In response to its “Consultation Paper on Sustainability Reporting,” DWS has written a comment letter to the Trustees of the IFRS, pushing for a coherent ESG reporting standard that goes beyond climate-related data and is based on double materiality. This means not only disclosing information about how sustainability issues impact companies, but also how companies affect society and the environment.
In DWS’s letter to the IFRS, Francesco Curto, Head of Research, warns that the current ESG framework is already failing investors with many demanding increasing disclosure about how their capital is being used – yet we face significant challenges in delivering this information. Today, investors are increasingly interested in assessing the impact that capital has on the world (inside-out), rather than only assessing the implications that externalities associated to the issue of sustainability had on a firm (outside in), an approach that was more common until 2019. Furthermore, recent DWS research indicates that without a global ESG accounting standard, ESG investing will fail a large part of the investment community.
Curto explains: “Equity investment ought to be long-term in nature but long-term investors and humanity face many urgent challenges because accounting standards have not kept up with times”. Therefore DWS asks the IFRS to act with urgency. Specifically it:
• Recommends a focus on reporting on double materiality of sustainability from the onset. It is essential given what investors and clients are demanding.

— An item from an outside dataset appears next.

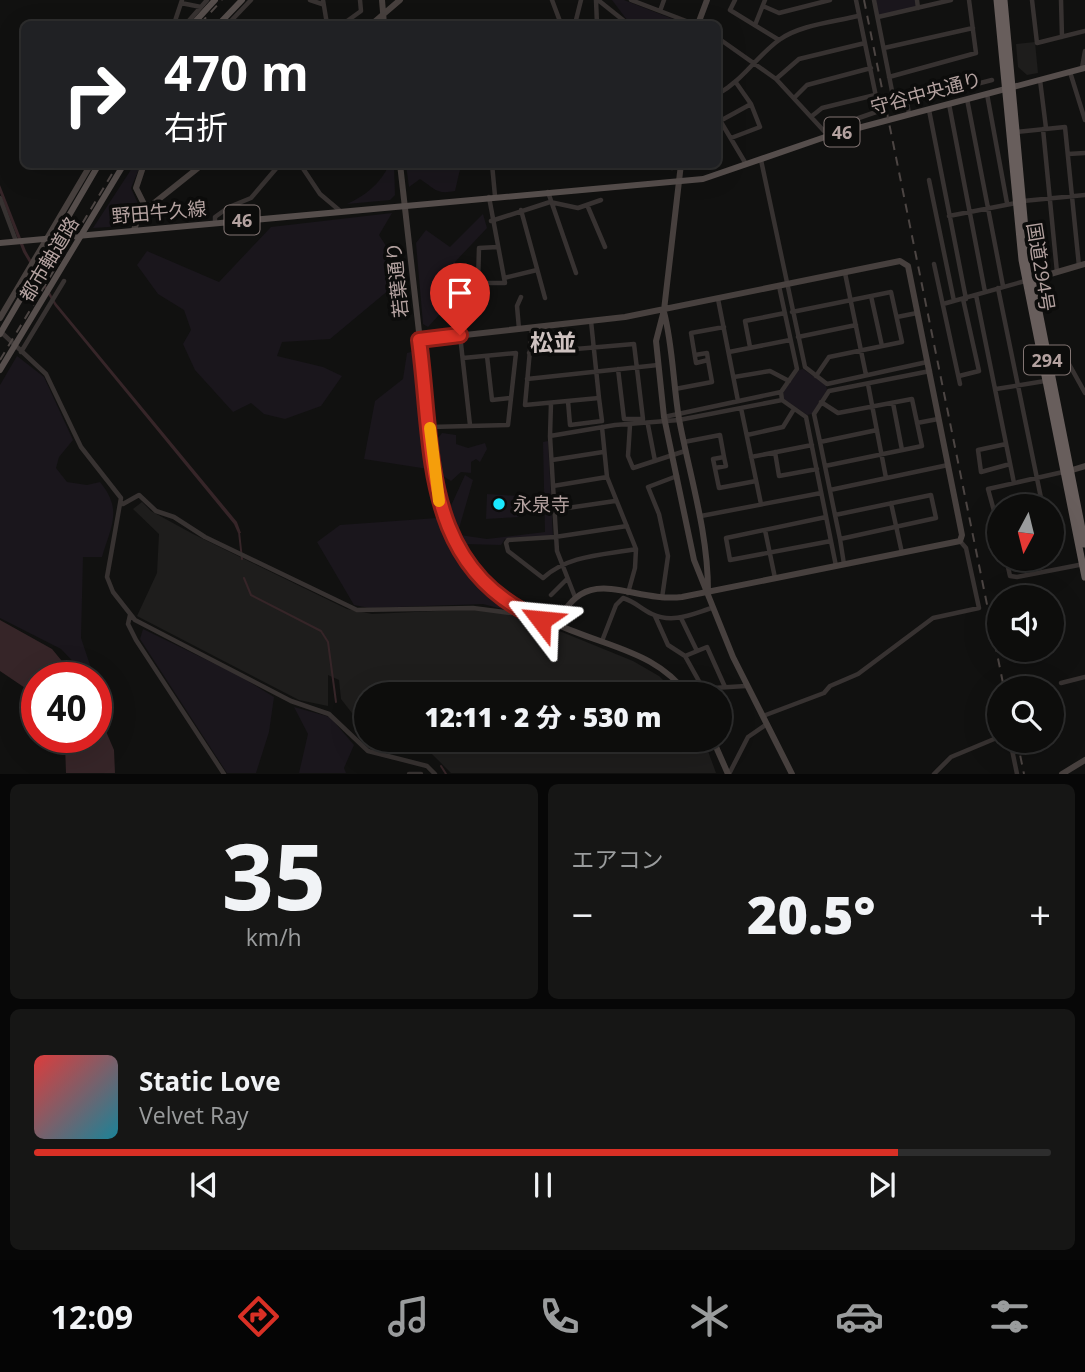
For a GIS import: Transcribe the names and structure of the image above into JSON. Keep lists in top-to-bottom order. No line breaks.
{"streets":{"highway":["国道294号","294"],"main road":["守谷中央通り","46","野田牛久線","都市軸道路"],"street":["若葉通り"]},"crossings":[["守谷中央通り","野田牛久線"],["守谷中央通り","国道294号"],["守谷中央通り","若葉通り"],["野田牛久線","若葉通り"]],"districts":["松並"],"places":["永泉寺"],"north":"bottom","page":{"turn":["470 m","右折"],"limit":"40","trip":"12:11 · 2 分 · 530 m","tile":[["35","km/h"],"エアコン"],"heat":["−","20.5°","+"],"song":["Static Love","Velvet Ray"],"tabs":"12:09"}}
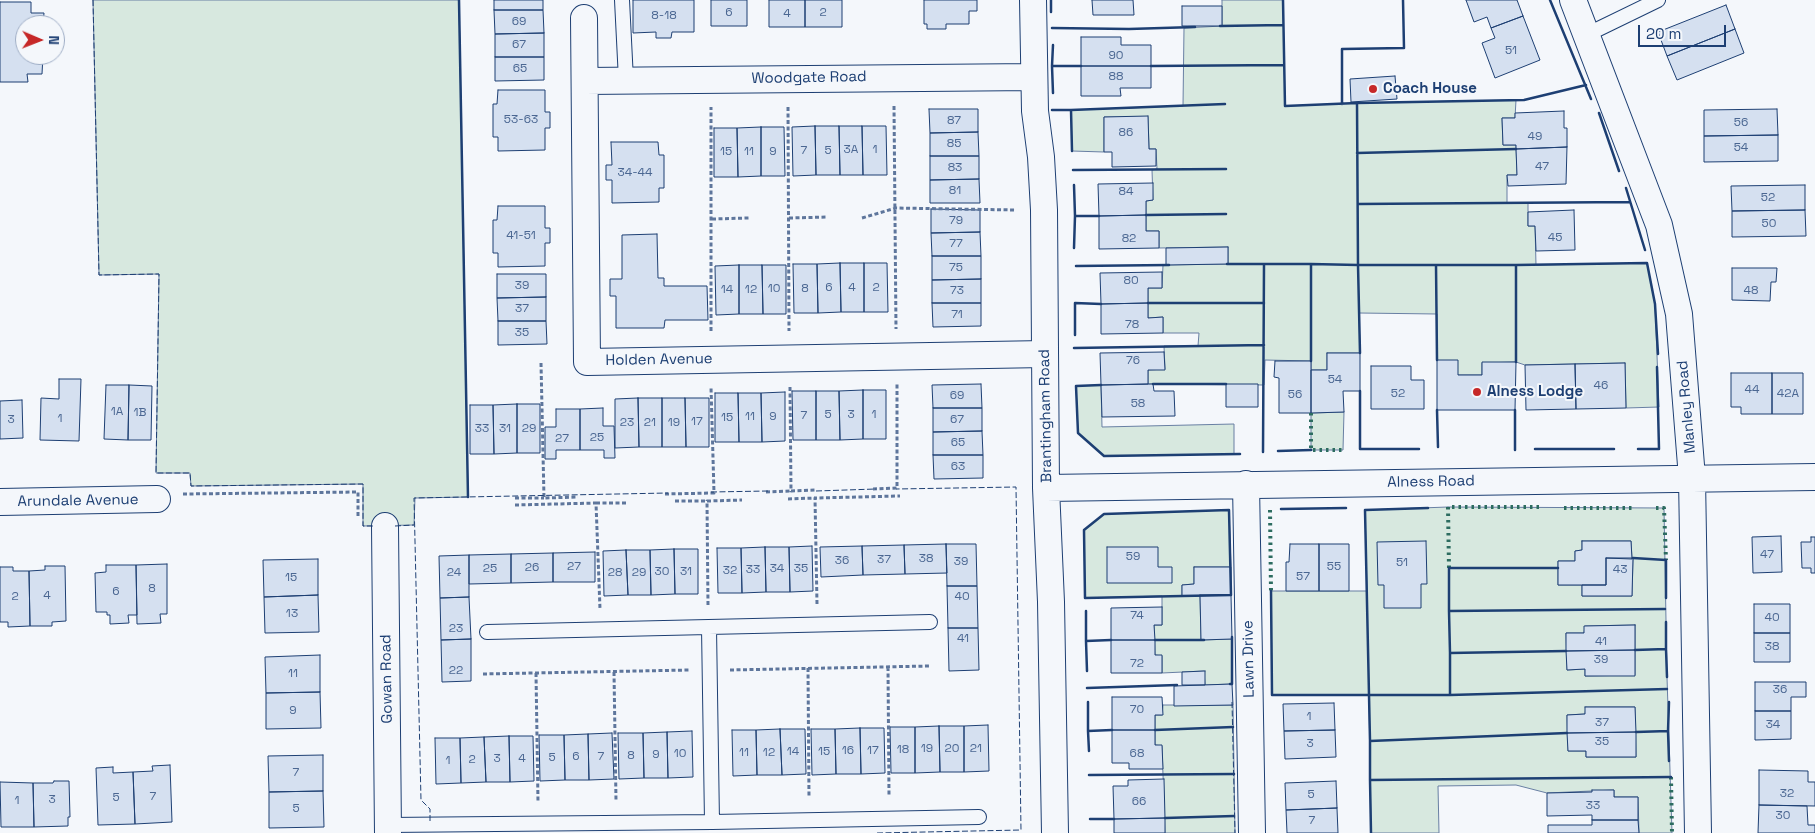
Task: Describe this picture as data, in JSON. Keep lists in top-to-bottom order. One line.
{"streets":{"street":["Woodgate Road","Holden Avenue","Manley Road","Brantingham Road","Alness Road","Arundale Avenue","Lawn Drive","Gowan Road"]},"crossings":[["Woodgate Road","Holden Avenue"],["Woodgate Road","Brantingham Road"],["Holden Avenue","Brantingham Road"],["Manley Road","Alness Road"],["Brantingham Road","Alness Road"],["Alness Road","Lawn Drive"]],"places":["Coach House","Alness Lodge"],"house_numbers":["6","2","4","8-18","69","67","51","90","65","88","53-63","87","56","86","49","85","54","3A","1","7","5","15","11","9","47","83","34-44","81","84","52","79","50","41-51","45","82","77","75","80","39","6","4","2","10","8","14","12","73","48","37","71","78","35","76","54","46","44","52","42A","56","69","58","1A","1B","5","3","1","7","11","9","15","1","3","67","17","23","21","19","33","31","29","25","27","65","63","47","59","38","37","36","39","51","27","55","26","25","34","35","33","43","32","30","31","24","28","29","57","15","8","6","4","2","40","13","74","40","23","41","41","38","39","72","22","11","36","70","9","1","37","34","35","3","19","20","21","18","16","17","14","15","11","12","10","68","9","8","6","7","5","3","4","2","1","7","32","5","7","5","3","1","66","33","5","30","7"],"scale_bar":"20 m","north":"right"}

• Believes that non-financial reporting needs to be fully auditable with management made accountable. Non-financial reporting is as important as financial reporting, which is why a gradualist approach is likely to fail.
• Argues that the boundary between financial and non-financial reporting is already blurred and not delivering on non-financial reporting means not delivering on the objectives defined by IASB in Article 2 of its constitution.
Marco Ferber, Head of Integrated Reporting, says: “Reporting is where all company performance and activities come together. It is becoming consensus that non-financial reporting is as important as financial reporting, and as a result, also needs to be fully auditable with management made accountable.”